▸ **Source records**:
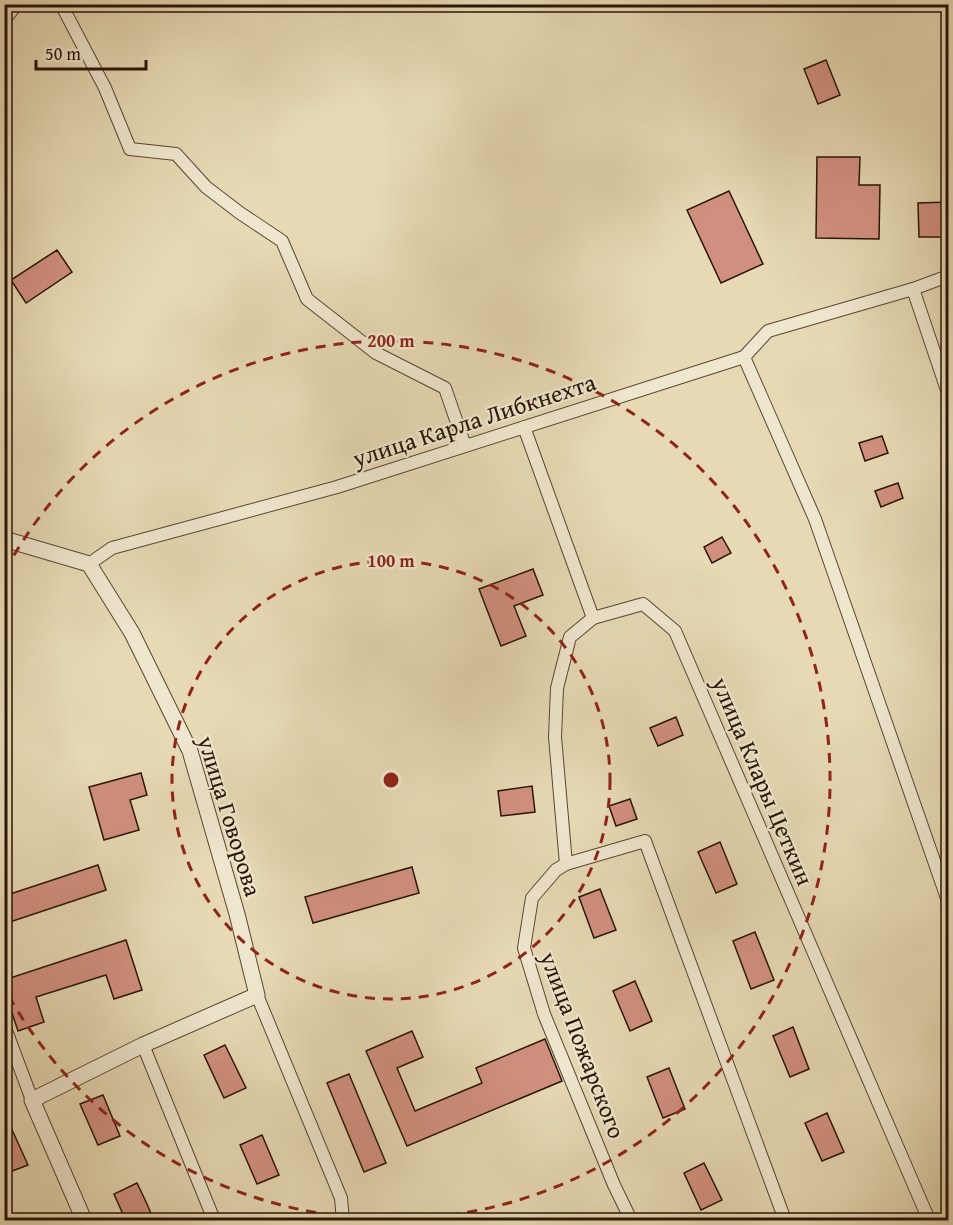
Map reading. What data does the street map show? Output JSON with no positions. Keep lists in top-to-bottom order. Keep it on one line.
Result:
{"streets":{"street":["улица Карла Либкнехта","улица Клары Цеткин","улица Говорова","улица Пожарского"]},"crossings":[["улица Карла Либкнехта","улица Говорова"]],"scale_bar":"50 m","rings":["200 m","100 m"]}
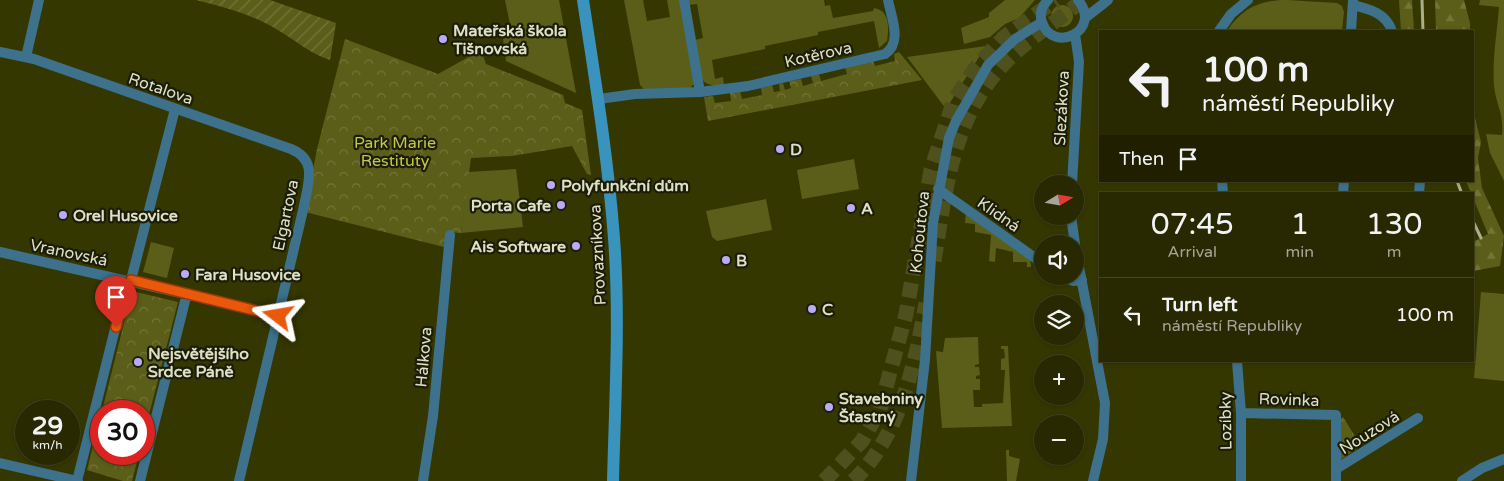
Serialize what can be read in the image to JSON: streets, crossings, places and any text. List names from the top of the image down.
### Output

▸ **WORK TO COMPLETE**:
From the records given above, copy all lines containing "JSON".

▸ **RESPONSE TO THIS EXERCISE**:
Map reading. What data does the street map show? Output JSON with no positions. Keep lists in top-to-bottom order. Keep it on one line.
Serialize what can be read in the image to JSON: streets, crossings, places and any text. List names from the top of the image down.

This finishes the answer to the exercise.